## Instructions to follow
Show each line of the data below that has the string "canvas" in it.

==== Entries shown

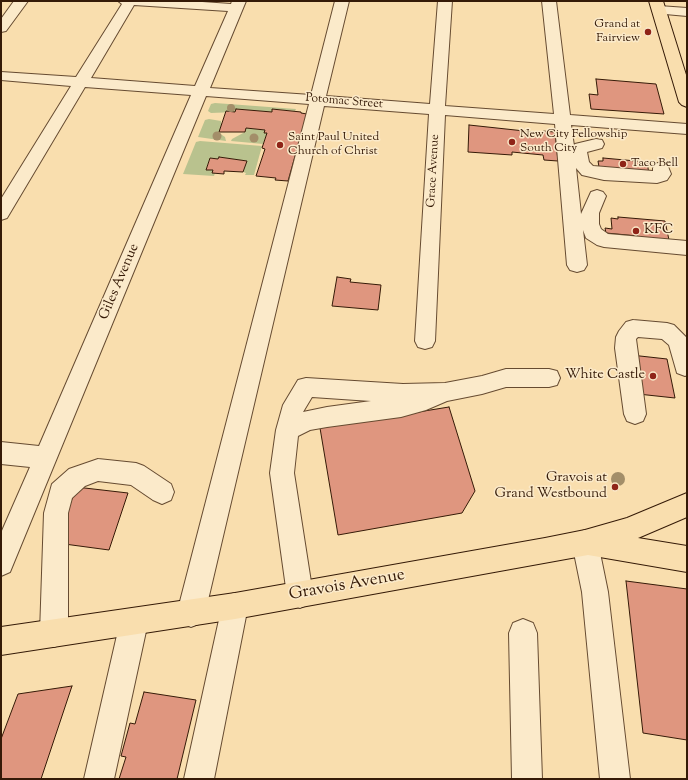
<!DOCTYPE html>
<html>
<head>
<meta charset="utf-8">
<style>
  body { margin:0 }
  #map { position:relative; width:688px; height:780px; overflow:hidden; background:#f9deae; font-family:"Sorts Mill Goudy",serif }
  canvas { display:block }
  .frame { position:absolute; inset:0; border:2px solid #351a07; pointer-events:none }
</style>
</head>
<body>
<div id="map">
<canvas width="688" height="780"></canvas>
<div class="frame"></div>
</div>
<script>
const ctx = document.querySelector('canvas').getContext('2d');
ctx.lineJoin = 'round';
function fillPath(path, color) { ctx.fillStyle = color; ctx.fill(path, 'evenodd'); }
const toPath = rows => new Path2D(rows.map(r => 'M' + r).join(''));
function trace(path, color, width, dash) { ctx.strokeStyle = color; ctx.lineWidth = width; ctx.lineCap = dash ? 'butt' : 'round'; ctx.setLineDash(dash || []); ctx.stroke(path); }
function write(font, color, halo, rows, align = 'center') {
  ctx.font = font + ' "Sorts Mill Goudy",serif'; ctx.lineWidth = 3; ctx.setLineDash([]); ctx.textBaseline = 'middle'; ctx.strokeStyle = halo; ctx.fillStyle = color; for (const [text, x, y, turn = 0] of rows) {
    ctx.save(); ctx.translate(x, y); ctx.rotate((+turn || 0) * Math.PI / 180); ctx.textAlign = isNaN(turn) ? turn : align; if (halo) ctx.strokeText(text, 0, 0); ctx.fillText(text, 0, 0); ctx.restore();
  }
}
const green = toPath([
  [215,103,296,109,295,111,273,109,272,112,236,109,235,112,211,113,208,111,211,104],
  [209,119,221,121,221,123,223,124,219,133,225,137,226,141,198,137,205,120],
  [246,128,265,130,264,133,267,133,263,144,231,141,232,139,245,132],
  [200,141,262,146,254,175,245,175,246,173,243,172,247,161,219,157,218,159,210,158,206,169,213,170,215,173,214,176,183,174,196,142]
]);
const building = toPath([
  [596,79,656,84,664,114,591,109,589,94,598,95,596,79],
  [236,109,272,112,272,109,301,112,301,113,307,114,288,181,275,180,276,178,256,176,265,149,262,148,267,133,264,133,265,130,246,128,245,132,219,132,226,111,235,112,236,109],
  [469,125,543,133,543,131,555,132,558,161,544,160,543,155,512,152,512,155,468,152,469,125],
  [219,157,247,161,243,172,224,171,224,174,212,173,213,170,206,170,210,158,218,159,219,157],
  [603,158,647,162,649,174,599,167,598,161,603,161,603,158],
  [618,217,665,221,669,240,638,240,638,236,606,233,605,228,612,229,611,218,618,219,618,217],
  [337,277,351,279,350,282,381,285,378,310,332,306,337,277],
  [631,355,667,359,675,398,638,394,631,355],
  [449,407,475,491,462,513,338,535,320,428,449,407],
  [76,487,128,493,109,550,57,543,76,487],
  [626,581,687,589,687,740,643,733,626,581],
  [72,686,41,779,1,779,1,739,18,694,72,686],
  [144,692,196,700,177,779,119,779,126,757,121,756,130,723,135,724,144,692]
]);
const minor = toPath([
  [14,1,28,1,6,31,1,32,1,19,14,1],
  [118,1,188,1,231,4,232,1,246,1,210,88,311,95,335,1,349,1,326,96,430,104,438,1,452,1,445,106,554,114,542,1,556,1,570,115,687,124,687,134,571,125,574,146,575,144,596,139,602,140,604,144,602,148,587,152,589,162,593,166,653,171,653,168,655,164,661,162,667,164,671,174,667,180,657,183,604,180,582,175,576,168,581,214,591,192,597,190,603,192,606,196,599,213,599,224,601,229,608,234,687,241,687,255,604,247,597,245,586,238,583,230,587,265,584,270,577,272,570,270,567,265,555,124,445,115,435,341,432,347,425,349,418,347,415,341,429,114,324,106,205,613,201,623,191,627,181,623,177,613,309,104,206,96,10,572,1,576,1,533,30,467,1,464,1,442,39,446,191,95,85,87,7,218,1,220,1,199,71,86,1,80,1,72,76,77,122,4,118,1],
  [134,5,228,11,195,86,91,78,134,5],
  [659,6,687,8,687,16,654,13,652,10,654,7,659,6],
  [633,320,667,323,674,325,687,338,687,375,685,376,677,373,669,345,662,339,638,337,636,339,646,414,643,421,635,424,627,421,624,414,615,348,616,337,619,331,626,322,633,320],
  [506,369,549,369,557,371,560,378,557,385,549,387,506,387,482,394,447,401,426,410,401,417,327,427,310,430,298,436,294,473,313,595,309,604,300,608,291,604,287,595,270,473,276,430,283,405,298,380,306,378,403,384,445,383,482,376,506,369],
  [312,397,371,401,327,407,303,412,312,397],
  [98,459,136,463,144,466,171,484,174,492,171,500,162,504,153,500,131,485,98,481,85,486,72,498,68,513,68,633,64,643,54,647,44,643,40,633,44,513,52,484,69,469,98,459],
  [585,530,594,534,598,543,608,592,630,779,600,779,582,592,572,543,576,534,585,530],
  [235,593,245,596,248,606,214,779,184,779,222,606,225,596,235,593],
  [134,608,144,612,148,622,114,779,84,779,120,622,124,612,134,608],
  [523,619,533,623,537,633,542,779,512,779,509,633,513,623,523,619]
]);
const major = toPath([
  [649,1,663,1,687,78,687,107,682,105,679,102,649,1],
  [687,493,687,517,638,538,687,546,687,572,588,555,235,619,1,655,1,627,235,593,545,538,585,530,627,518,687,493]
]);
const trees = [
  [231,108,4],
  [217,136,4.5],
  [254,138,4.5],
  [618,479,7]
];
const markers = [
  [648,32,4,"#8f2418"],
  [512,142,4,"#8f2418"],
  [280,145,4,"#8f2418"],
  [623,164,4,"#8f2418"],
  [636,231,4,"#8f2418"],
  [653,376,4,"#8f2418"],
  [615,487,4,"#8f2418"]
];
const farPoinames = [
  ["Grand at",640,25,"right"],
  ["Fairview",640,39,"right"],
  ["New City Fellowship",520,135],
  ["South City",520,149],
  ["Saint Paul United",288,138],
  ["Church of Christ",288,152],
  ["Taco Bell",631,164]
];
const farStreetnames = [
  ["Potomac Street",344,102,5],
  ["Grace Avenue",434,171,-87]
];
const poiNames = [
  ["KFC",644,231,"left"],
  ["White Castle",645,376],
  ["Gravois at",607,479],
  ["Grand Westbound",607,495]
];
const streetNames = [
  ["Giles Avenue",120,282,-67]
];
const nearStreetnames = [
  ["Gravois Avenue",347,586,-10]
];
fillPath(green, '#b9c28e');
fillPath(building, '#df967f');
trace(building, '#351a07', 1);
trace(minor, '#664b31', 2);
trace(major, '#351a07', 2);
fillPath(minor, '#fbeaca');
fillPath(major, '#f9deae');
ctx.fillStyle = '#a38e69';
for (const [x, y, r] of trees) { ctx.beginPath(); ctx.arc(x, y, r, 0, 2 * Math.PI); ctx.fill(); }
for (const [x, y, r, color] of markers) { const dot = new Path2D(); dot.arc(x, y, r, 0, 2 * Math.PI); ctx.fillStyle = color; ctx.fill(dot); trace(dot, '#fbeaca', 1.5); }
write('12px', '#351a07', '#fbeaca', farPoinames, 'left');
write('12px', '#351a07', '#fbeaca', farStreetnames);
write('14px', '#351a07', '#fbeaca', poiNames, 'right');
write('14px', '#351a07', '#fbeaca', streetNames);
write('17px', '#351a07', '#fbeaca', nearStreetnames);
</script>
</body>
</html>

========

## Solved problem
  canvas { display:block }
<canvas width="688" height="780"></canvas>
const ctx = document.querySelector('canvas').getContext('2d');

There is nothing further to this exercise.